§ **Work instructions**: Each line of the records below that contains "strokeText" needs to be copied.

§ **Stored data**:
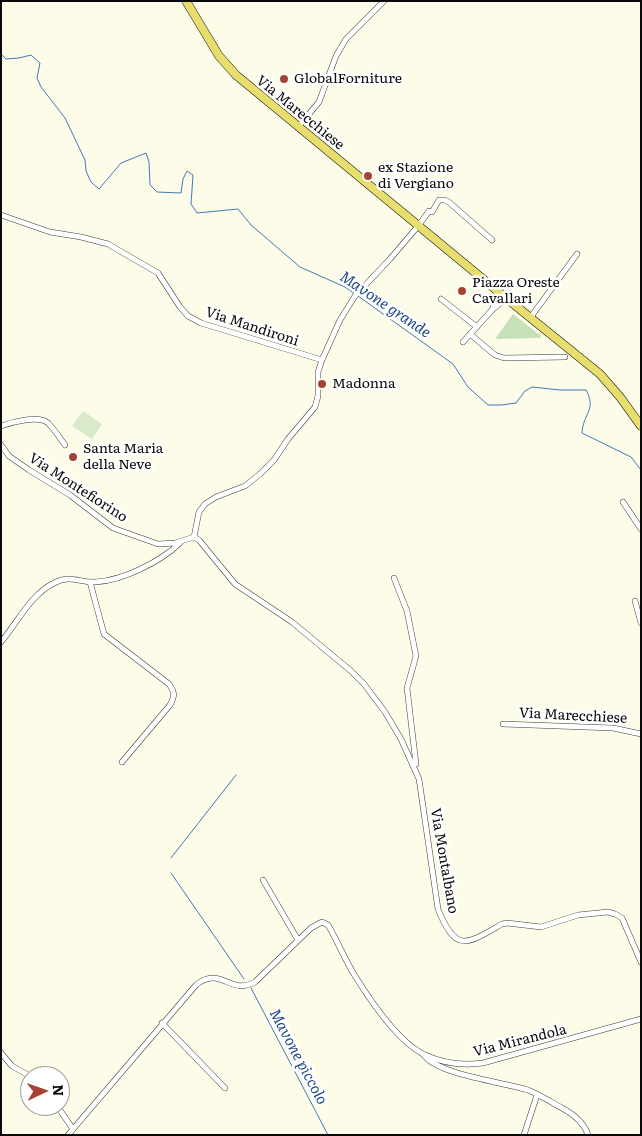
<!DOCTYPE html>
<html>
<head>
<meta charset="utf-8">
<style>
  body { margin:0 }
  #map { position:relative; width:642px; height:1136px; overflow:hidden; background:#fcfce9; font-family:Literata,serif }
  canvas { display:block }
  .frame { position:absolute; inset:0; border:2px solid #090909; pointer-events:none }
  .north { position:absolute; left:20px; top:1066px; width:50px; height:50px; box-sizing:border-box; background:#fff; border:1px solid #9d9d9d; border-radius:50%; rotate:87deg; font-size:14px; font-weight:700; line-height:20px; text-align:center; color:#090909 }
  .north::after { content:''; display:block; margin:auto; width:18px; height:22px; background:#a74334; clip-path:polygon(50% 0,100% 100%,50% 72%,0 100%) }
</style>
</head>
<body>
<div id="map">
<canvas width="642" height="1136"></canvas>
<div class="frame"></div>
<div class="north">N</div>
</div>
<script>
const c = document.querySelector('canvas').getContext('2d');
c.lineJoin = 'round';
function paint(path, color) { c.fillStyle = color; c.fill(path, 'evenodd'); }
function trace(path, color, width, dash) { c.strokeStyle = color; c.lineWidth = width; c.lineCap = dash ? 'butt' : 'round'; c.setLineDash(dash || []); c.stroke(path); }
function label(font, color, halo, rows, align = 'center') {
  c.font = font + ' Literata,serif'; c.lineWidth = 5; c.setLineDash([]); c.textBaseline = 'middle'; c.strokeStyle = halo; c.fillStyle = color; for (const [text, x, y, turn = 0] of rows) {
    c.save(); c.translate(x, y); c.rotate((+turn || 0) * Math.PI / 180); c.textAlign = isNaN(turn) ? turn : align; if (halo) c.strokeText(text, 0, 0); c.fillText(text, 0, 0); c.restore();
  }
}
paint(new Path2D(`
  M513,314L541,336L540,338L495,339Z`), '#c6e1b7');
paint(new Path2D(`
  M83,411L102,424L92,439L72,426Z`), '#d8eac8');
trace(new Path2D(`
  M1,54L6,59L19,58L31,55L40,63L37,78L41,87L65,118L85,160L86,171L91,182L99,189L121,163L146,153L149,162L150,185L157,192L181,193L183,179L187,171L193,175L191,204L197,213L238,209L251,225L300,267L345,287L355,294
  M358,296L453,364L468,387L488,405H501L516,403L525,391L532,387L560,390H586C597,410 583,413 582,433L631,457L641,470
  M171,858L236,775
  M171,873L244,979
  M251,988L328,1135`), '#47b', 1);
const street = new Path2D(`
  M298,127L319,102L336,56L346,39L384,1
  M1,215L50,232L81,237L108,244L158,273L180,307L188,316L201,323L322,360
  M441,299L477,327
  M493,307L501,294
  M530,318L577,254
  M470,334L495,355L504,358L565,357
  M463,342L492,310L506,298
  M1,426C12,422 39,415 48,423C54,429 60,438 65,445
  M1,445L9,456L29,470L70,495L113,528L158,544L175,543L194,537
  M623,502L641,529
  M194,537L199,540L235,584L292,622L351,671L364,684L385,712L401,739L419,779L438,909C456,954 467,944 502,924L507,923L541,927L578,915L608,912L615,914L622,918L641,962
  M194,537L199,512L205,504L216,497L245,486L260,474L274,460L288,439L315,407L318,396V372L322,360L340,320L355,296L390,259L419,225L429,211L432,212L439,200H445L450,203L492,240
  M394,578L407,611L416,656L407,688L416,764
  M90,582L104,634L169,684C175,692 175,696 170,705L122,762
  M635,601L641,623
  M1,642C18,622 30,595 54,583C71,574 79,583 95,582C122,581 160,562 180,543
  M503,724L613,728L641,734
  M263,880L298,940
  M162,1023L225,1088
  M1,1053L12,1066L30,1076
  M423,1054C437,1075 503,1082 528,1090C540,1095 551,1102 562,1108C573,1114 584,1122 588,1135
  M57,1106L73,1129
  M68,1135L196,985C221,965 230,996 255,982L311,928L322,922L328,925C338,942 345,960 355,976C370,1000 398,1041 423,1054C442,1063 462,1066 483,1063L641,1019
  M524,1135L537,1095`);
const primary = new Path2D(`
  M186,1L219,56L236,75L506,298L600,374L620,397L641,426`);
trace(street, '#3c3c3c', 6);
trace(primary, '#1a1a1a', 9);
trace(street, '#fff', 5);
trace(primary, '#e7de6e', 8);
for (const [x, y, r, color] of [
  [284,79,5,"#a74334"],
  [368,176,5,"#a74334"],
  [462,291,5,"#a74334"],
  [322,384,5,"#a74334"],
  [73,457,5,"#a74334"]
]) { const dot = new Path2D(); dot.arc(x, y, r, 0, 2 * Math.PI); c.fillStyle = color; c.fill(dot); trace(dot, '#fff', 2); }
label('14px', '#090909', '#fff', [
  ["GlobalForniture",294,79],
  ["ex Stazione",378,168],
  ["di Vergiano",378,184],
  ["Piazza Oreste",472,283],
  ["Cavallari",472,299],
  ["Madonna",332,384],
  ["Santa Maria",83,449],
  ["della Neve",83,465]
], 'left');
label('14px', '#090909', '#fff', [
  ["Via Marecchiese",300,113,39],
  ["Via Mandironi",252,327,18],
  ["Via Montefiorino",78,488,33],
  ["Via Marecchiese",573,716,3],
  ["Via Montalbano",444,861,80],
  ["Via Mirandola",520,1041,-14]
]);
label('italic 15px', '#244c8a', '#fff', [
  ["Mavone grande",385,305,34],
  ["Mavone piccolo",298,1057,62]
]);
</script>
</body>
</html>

--

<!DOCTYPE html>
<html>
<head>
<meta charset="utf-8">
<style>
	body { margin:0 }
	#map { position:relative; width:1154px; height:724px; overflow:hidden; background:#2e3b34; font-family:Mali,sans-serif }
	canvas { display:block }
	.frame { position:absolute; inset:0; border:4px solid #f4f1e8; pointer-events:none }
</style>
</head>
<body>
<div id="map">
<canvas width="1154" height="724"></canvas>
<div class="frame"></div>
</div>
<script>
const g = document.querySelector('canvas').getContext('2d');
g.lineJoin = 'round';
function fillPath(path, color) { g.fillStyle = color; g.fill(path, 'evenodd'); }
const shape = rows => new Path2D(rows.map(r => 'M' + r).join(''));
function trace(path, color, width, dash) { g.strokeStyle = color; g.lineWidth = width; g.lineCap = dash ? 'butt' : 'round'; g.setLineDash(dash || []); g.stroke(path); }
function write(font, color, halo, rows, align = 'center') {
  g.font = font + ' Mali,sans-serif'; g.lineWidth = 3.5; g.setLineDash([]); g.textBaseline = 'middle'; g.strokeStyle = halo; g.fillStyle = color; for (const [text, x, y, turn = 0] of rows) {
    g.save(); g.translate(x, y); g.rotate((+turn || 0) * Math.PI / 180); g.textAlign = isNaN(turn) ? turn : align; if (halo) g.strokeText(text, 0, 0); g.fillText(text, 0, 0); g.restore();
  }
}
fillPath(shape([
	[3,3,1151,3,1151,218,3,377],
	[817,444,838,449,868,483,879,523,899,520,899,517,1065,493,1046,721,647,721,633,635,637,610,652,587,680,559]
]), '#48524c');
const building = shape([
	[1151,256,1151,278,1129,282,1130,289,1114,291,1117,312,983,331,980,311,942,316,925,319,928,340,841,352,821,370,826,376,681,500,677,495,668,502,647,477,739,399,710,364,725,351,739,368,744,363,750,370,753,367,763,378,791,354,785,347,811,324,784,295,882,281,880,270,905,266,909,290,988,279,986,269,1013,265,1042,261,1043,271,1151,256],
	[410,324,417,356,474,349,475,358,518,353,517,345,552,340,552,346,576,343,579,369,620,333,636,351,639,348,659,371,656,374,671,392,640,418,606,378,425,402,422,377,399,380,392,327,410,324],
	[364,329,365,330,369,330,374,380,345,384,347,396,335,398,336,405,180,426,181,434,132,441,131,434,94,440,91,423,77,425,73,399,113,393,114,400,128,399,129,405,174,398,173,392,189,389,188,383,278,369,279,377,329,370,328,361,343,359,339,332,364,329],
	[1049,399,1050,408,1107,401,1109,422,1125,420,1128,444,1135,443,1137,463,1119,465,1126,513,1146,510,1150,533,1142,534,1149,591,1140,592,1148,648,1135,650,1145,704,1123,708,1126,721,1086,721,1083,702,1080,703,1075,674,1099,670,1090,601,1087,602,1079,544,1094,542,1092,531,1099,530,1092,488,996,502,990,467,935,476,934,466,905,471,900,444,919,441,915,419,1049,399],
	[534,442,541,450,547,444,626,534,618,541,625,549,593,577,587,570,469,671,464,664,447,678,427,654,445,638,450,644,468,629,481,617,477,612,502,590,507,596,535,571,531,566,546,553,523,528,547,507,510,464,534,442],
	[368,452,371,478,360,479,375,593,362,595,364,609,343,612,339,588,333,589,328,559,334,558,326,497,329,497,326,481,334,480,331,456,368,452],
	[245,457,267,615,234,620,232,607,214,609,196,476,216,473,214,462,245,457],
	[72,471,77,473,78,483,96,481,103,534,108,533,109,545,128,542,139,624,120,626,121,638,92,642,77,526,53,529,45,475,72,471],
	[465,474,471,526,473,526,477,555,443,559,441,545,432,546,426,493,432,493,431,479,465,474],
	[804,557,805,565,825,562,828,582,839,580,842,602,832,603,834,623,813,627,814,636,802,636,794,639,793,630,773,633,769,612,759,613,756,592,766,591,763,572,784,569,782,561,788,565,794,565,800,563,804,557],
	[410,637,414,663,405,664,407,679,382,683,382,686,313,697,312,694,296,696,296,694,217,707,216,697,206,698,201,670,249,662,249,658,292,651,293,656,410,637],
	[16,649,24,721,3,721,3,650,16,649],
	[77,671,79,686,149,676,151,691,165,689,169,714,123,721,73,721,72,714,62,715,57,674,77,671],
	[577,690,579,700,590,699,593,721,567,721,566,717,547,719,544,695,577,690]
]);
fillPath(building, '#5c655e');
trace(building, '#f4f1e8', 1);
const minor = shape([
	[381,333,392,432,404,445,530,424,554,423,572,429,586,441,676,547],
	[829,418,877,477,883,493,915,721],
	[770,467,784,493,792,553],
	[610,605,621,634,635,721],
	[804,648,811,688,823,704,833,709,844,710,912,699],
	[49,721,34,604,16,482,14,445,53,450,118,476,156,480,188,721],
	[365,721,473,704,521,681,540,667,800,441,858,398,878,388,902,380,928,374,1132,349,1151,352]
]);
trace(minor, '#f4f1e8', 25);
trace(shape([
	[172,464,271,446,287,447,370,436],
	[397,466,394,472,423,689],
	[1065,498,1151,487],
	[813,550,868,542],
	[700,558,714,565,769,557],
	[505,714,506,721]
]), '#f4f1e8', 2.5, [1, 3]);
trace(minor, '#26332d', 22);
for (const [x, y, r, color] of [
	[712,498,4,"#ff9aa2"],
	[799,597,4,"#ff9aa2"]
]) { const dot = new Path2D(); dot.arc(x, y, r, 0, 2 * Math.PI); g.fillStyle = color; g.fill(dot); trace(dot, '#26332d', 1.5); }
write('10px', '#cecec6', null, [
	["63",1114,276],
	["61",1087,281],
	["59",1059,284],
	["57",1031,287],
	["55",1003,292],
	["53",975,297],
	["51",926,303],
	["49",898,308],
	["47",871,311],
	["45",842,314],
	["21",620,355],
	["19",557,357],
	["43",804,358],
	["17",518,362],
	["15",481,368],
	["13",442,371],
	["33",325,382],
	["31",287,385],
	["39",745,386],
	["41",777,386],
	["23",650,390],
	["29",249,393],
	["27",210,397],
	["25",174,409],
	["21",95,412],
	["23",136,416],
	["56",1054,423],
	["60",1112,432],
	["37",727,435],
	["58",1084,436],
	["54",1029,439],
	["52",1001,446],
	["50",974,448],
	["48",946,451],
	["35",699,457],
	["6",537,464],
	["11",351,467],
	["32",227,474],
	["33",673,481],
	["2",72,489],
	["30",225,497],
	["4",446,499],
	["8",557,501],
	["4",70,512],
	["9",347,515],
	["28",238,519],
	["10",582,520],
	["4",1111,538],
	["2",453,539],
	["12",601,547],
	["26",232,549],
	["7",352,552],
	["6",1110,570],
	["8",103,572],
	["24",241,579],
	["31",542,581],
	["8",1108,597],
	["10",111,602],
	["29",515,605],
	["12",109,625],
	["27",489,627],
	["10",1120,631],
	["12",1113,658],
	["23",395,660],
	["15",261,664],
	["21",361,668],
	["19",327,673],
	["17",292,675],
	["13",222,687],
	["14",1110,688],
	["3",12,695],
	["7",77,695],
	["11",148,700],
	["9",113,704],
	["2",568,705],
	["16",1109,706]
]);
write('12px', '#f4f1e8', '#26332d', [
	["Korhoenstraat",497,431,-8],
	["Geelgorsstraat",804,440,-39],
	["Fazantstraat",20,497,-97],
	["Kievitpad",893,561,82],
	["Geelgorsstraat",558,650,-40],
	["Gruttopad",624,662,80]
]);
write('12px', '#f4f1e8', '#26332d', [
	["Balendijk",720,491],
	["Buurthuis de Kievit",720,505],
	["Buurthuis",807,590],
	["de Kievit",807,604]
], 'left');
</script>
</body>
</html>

§ **Solution to this problem**:
    c.save(); c.translate(x, y); c.rotate((+turn || 0) * Math.PI / 180); c.textAlign = isNaN(turn) ? turn : align; if (halo) c.strokeText(text, 0, 0); c.fillText(text, 0, 0); c.restore();
    g.save(); g.translate(x, y); g.rotate((+turn || 0) * Math.PI / 180); g.textAlign = isNaN(turn) ? turn : align; if (halo) g.strokeText(text, 0, 0); g.fillText(text, 0, 0); g.restore();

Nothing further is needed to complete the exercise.